(Items from a dataset)
*** Block opens ***
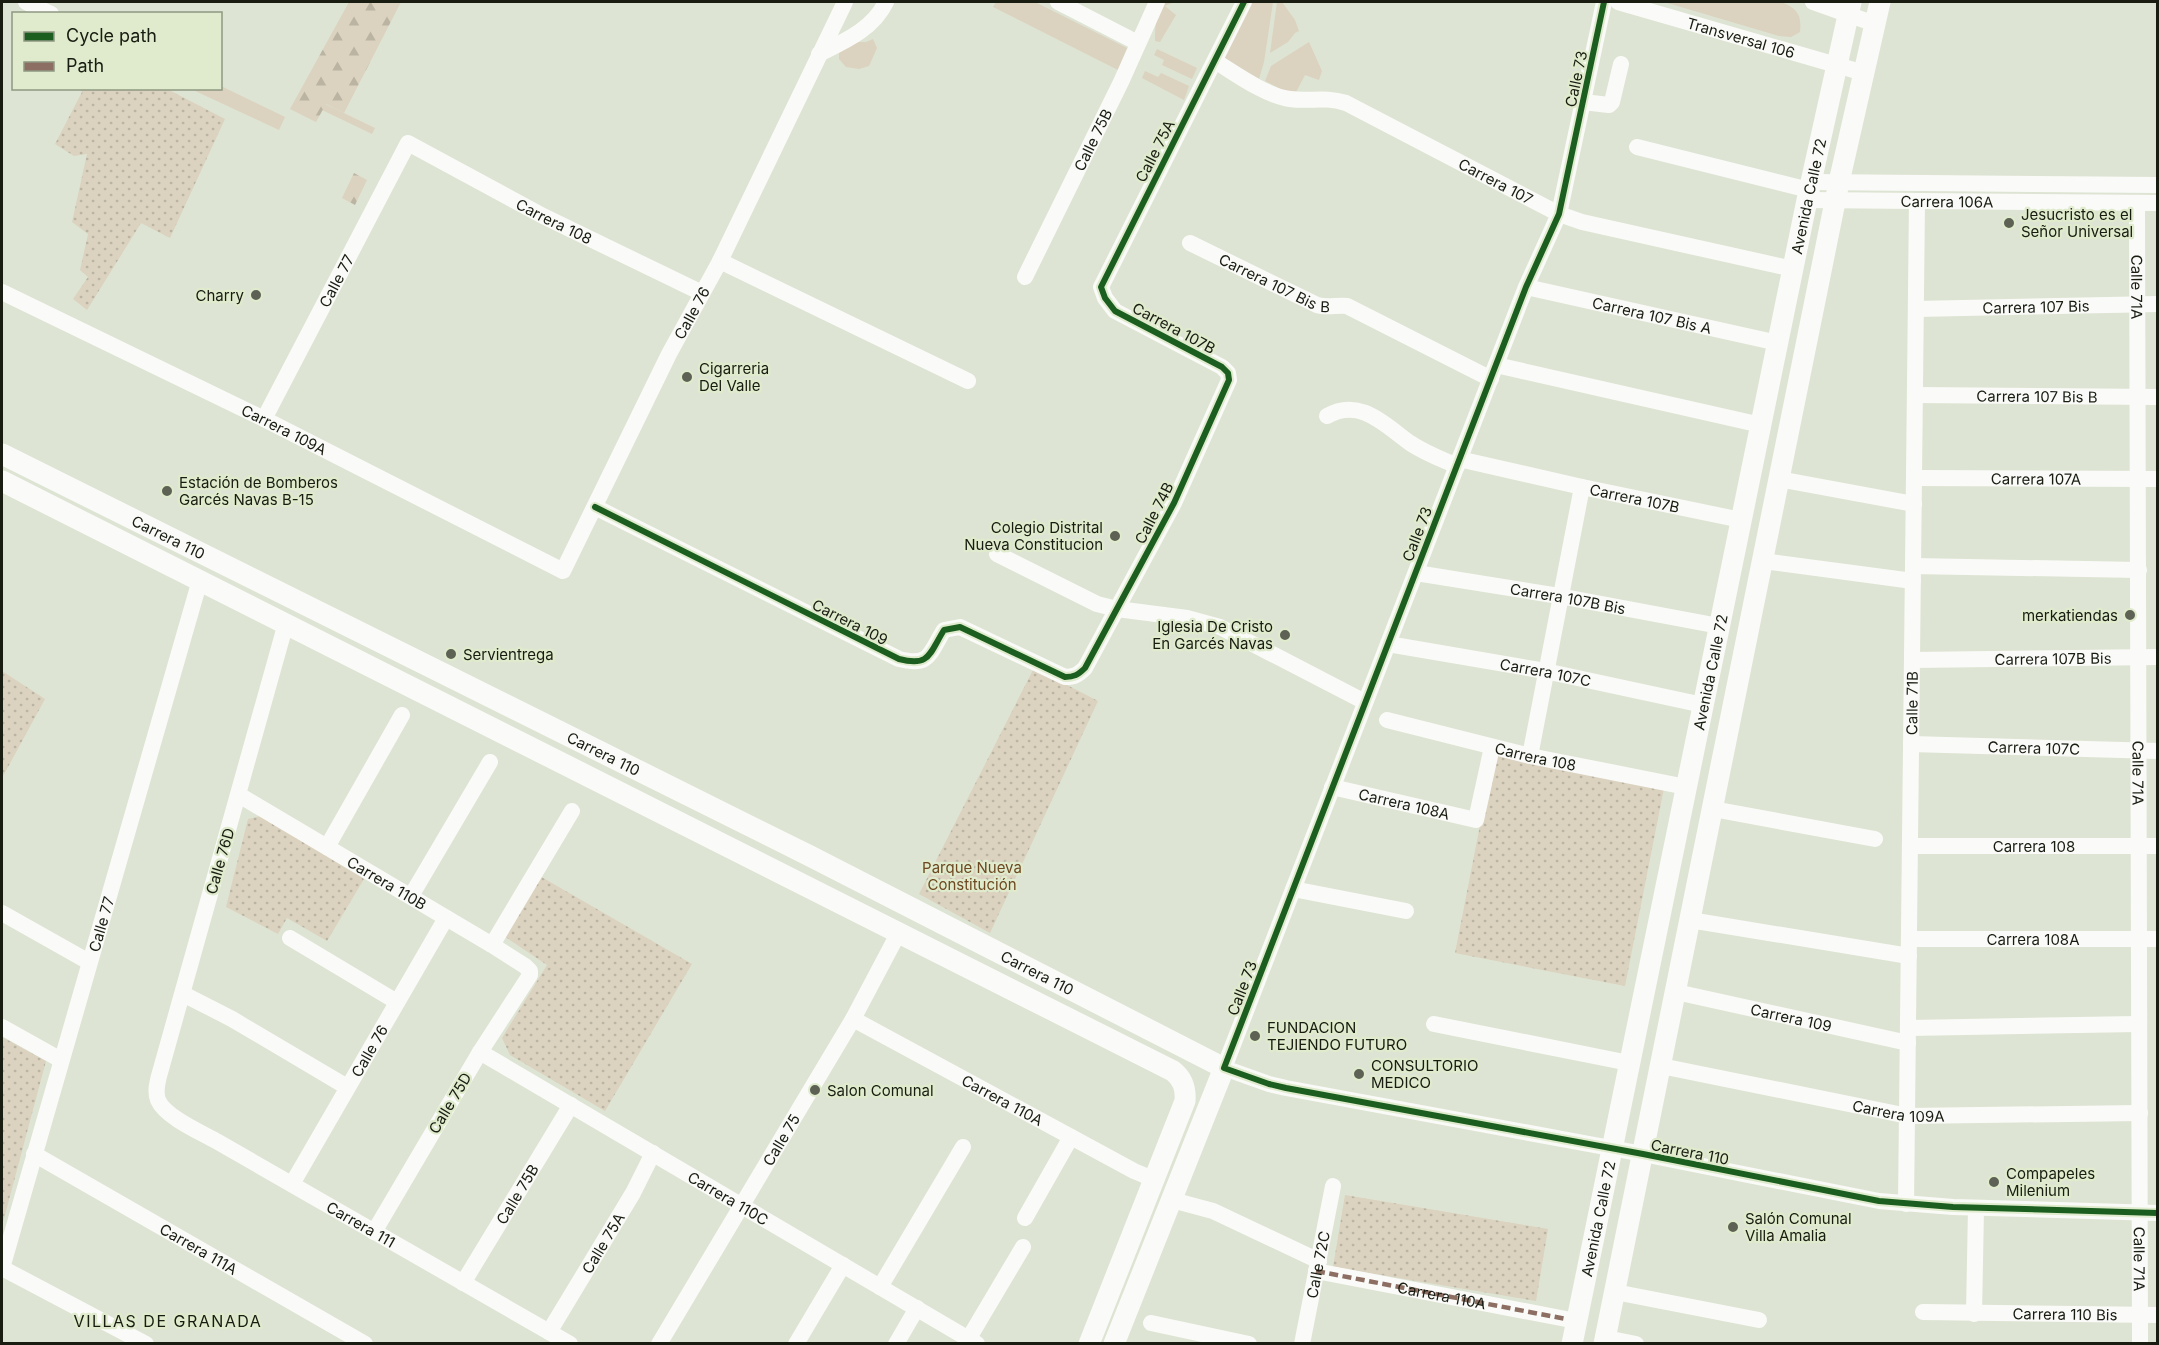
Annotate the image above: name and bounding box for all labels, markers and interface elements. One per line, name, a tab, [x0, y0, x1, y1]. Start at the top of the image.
legend	[12, 12, 222, 90]
street label: Transversal 106	[1685, 13, 1797, 62]
text: Cycle path	[66, 25, 157, 46]
street label: Calle 73	[1561, 49, 1591, 109]
text: Path	[66, 55, 104, 76]
street label: Calle 75B	[1069, 106, 1116, 174]
street label: Calle 75A	[1131, 117, 1179, 185]
street label: Avenida Calle 72	[1787, 136, 1830, 256]
street label: Carrera 107	[1455, 154, 1536, 208]
street label: Carrera 106A	[1900, 191, 1994, 211]
street label: Carrera 108	[513, 194, 595, 248]
place label: Jesucristo es el Señor Universal	[2021, 205, 2133, 241]
marker: Jesucristo es el Señor Universal	[2002, 216, 2016, 230]
street label: Carrera 107 Bis B	[1216, 249, 1331, 316]
street label: Calle 77	[315, 251, 358, 310]
street label: Calle 71A	[2128, 255, 2147, 319]
street label: Calle 76	[669, 283, 714, 343]
place label: Charry	[196, 286, 245, 305]
marker: Charry	[249, 288, 263, 302]
street label: Carrera 107 Bis A	[1590, 293, 1713, 337]
street label: Carrera 107 Bis	[1982, 296, 2090, 317]
street label: Carrera 107B	[1129, 298, 1219, 358]
place label: Cigarreria Del Valle	[699, 359, 769, 395]
marker: Cigarreria Del Valle	[680, 370, 694, 384]
street label: Carrera 107 Bis B	[1976, 386, 2098, 406]
street label: Carrera 109A	[239, 400, 330, 459]
street label: Carrera 107A	[1991, 469, 2081, 488]
place label: Estación de Bomberos Garcés Navas B-15	[179, 473, 338, 509]
street label: Calle 74B	[1130, 479, 1178, 547]
street label: Carrera 107B	[1588, 479, 1681, 517]
marker: Estación de Bomberos Garcés Navas B-15	[160, 484, 174, 498]
street label: Calle 73	[1398, 504, 1436, 564]
street label: Carrera 110	[129, 511, 208, 563]
place label: Colegio Distrital Nueva Constitucion	[964, 518, 1103, 554]
marker: Colegio Distrital Nueva Constitucion	[1108, 529, 1122, 543]
street label: Carrera 107B Bis	[1509, 579, 1627, 618]
street label: Carrera 109	[809, 595, 891, 649]
place label: merkatiendas	[2022, 606, 2118, 625]
marker: merkatiendas	[2123, 608, 2137, 622]
street label: Avenida Calle 72	[1689, 612, 1731, 732]
place label: Iglesia De Cristo En Garcés Navas	[1152, 617, 1273, 653]
marker: Iglesia De Cristo En Garcés Navas	[1278, 628, 1292, 642]
place label: Servientrega	[463, 645, 554, 664]
marker: Servientrega	[444, 647, 458, 661]
street label: Carrera 107B Bis	[1994, 648, 2112, 668]
street label: Carrera 107C	[1498, 654, 1593, 690]
street label: Calle 71B	[1902, 671, 1921, 735]
street label: Carrera 110	[564, 727, 643, 780]
street label: Carrera 107C	[1987, 737, 2080, 758]
street label: Carrera 108	[1493, 738, 1578, 774]
street label: Calle 71A	[2129, 741, 2148, 805]
street label: Carrera 108A	[1357, 784, 1452, 823]
street label: Calle 76D	[201, 826, 239, 896]
street label: Carrera 108	[1993, 837, 2075, 856]
street label: Carrera 110B	[344, 852, 430, 914]
park label: Parque Nueva Constitución	[922, 858, 1022, 894]
street label: Calle 77	[84, 894, 118, 954]
street label: Carrera 108A	[1987, 930, 2079, 949]
street label: Carrera 110	[998, 946, 1077, 999]
street label: Calle 73	[1223, 958, 1261, 1018]
street label: Carrera 109	[1749, 999, 1834, 1035]
place label: FUNDACION TEJIENDO FUTURO	[1267, 1018, 1407, 1054]
street label: Calle 76	[347, 1021, 392, 1080]
marker: FUNDACION TEJIENDO FUTURO	[1248, 1029, 1262, 1043]
place label: CONSULTORIO MEDICO	[1371, 1056, 1478, 1092]
marker: CONSULTORIO MEDICO	[1352, 1067, 1366, 1081]
street label: Calle 75D	[424, 1069, 476, 1137]
street label: Carrera 110A	[959, 1070, 1047, 1130]
place label: Salon Comunal	[827, 1081, 934, 1100]
marker: Salon Comunal	[808, 1083, 822, 1097]
street label: Carrera 109A	[1851, 1095, 1945, 1126]
street label: Calle 75	[758, 1110, 804, 1169]
street label: Carrera 110	[1649, 1135, 1731, 1169]
street label: Avenida Calle 72	[1577, 1159, 1619, 1278]
street label: Calle 75B	[491, 1161, 542, 1228]
place label: Compapeles Milenium	[2006, 1164, 2095, 1200]
street label: Carrera 110C	[685, 1167, 772, 1229]
marker: Compapeles Milenium	[1987, 1175, 2001, 1189]
street label: Carrera 111	[323, 1197, 399, 1251]
street label: Calle 75A	[577, 1209, 628, 1277]
place label: Salón Comunal Villa Amalia	[1745, 1209, 1852, 1245]
street label: Carrera 111A	[157, 1219, 241, 1278]
marker: Salón Comunal Villa Amalia	[1726, 1220, 1740, 1234]
street label: Calle 71A	[2130, 1227, 2149, 1291]
street label: Calle 72C	[1302, 1229, 1333, 1300]
street label: Carrera 110A	[1396, 1277, 1488, 1313]
street label: Carrera 110 Bis	[2012, 1304, 2118, 1324]
district label: VILLAS DE GRANADA	[74, 1311, 262, 1331]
*** Block closes ***
Read the entries above, then pull out the lines that include "Avenida".

street label: Avenida Calle 72	[1787, 136, 1830, 256]
street label: Avenida Calle 72	[1689, 612, 1731, 732]
street label: Avenida Calle 72	[1577, 1159, 1619, 1278]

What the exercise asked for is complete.